Assignment
Copy down every line of the data that follows exactly. Omit the pictures.
::: Dataset :::
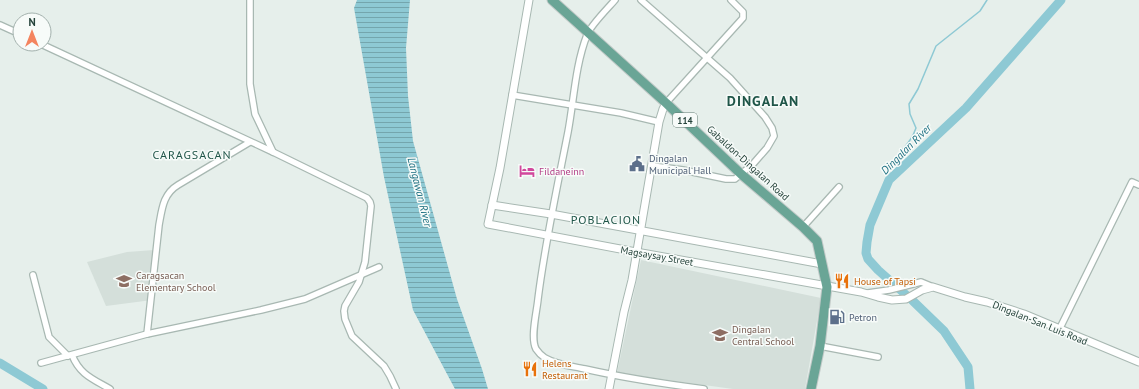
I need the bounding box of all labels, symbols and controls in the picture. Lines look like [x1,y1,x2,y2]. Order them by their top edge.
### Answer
north arrow [12,12,52,52]
text: N [28,15,36,29]
district label: DINGALAN [727,92,799,110]
road number: 114 [673,113,697,127]
water label: Dingalan River [878,120,935,177]
street label: Gabaldon-Dingalan Road [704,123,792,203]
district label: CARAGSACAN [152,147,232,162]
place label: Dingalan Municipal Hall [649,152,711,177]
public building icon: Dingalan Municipal Hall [628,155,646,173]
water label: Langawan River [405,156,436,229]
hotel icon: Fildaneinn [518,162,536,180]
place label: Fildaneinn [539,165,584,178]
district label: POBLACION [571,212,641,227]
street label: Magsaysay Street [620,243,695,269]
place label: Caragsacan Elementary School [136,269,216,294]
school or university icon: Caragsacan Elementary School [115,272,133,290]
restaurant icon: House of Tapsi [833,272,851,290]
place label: House of Tapsi [854,275,916,288]
street label: Dingalan-San Luis Road [991,298,1089,348]
fuel station icon: Petron [828,308,846,326]
place label: Petron [849,311,877,324]
place label: Dingalan Central School [732,323,794,348]
school or university icon: Dingalan Central School [711,326,729,344]
place label: Helens Restaurant [542,357,588,382]
restaurant icon: Helens Restaurant [521,360,539,378]

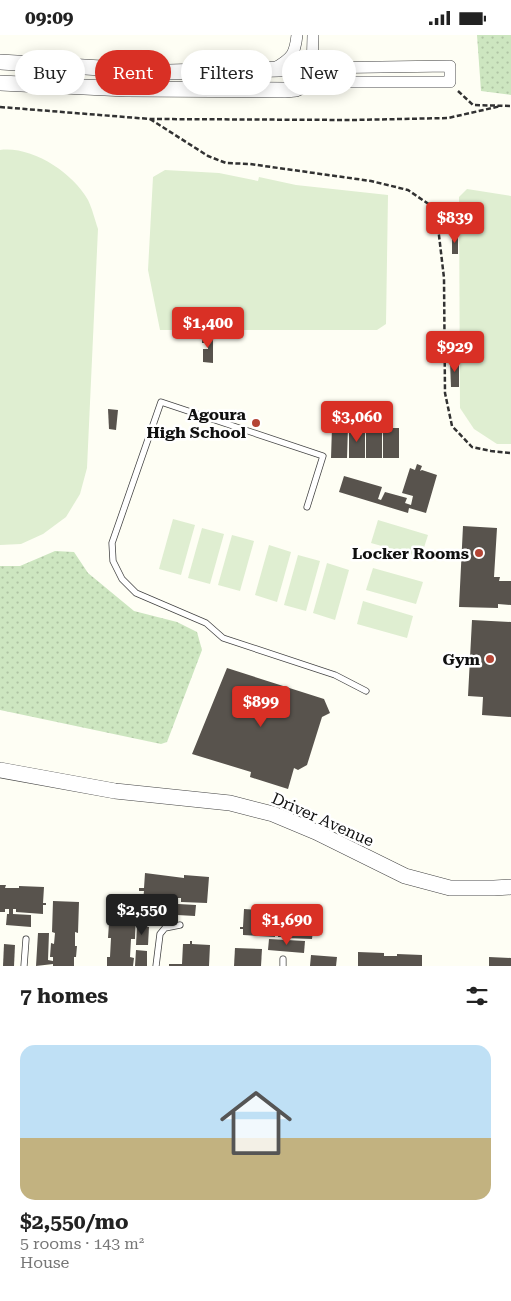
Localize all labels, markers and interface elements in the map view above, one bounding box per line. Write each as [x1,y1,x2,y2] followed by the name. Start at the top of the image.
[25,6,74,29] text: 09:09
[15,50,85,95] chip: Buy
[95,50,171,95] chip: Rent
[181,50,272,95] chip: Filters
[282,50,356,95] chip: New
[425,201,485,244] pin: $839
[437,208,473,227] text: $839
[167,307,249,349] pin: $1,400
[183,313,233,332] text: $1,400
[425,331,485,373] pin: $929
[437,337,473,356] text: $929
[316,401,398,443] pin: $3,060
[147,405,247,442] place label: Agoura High School
[332,407,382,426] text: $3,060
[250,417,262,429] marker: Agoura High School
[352,544,469,563] place label: Locker Rooms
[473,547,485,559] marker: Locker Rooms
[442,650,481,669] place label: Gym
[484,653,496,665] marker: Gym
[231,685,291,728] pin: $899
[243,692,279,711] text: $899
[269,788,377,851] street label: Driver Avenue
[101,893,183,936] pin: $2,550
[117,900,167,919] text: $2,550
[246,903,328,946] pin: $1,690
[262,910,312,929] text: $1,690
[463,982,491,1010] icon: filters
[20,984,108,1008] text: 7 homes
[211,1078,301,1168] icon: home
[20,1210,129,1234] text: $2,550/mo
[20,1234,144,1253] text: 5 rooms · 143 m²
[20,1253,69,1272] text: House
:::
Solution to the problem
I need the bounding box of all labels, symbols and controls in the picture. Lines look like [x1,y1,x2,y2]. Order them by their top edge.
### Answer
north arrow [12,12,52,52]
text: N [28,15,36,29]
district label: DINGALAN [727,92,799,110]
road number: 114 [673,113,697,127]
water label: Dingalan River [878,120,935,177]
street label: Gabaldon-Dingalan Road [704,123,792,203]
district label: CARAGSACAN [152,147,232,162]
place label: Dingalan Municipal Hall [649,152,711,177]
public building icon: Dingalan Municipal Hall [628,155,646,173]
water label: Langawan River [405,156,436,229]
hotel icon: Fildaneinn [518,162,536,180]
place label: Fildaneinn [539,165,584,178]
district label: POBLACION [571,212,641,227]
street label: Magsaysay Street [620,243,695,269]
place label: Caragsacan Elementary School [136,269,216,294]
school or university icon: Caragsacan Elementary School [115,272,133,290]
restaurant icon: House of Tapsi [833,272,851,290]
place label: House of Tapsi [854,275,916,288]
street label: Dingalan-San Luis Road [991,298,1089,348]
fuel station icon: Petron [828,308,846,326]
place label: Petron [849,311,877,324]
place label: Dingalan Central School [732,323,794,348]
school or university icon: Dingalan Central School [711,326,729,344]
place label: Helens Restaurant [542,357,588,382]
restaurant icon: Helens Restaurant [521,360,539,378]

Localize all labels, markers and interface elements in the map view above, one bounding box per line. Write each as [x1,y1,x2,y2] followed by the name. Start at the top of the image.
[25,6,74,29] text: 09:09
[15,50,85,95] chip: Buy
[95,50,171,95] chip: Rent
[181,50,272,95] chip: Filters
[282,50,356,95] chip: New
[425,201,485,244] pin: $839
[437,208,473,227] text: $839
[167,307,249,349] pin: $1,400
[183,313,233,332] text: $1,400
[425,331,485,373] pin: $929
[437,337,473,356] text: $929
[316,401,398,443] pin: $3,060
[147,405,247,442] place label: Agoura High School
[332,407,382,426] text: $3,060
[250,417,262,429] marker: Agoura High School
[352,544,469,563] place label: Locker Rooms
[473,547,485,559] marker: Locker Rooms
[442,650,481,669] place label: Gym
[484,653,496,665] marker: Gym
[231,685,291,728] pin: $899
[243,692,279,711] text: $899
[269,788,377,851] street label: Driver Avenue
[101,893,183,936] pin: $2,550
[117,900,167,919] text: $2,550
[246,903,328,946] pin: $1,690
[262,910,312,929] text: $1,690
[463,982,491,1010] icon: filters
[20,984,108,1008] text: 7 homes
[211,1078,301,1168] icon: home
[20,1210,129,1234] text: $2,550/mo
[20,1234,144,1253] text: 5 rooms · 143 m²
[20,1253,69,1272] text: House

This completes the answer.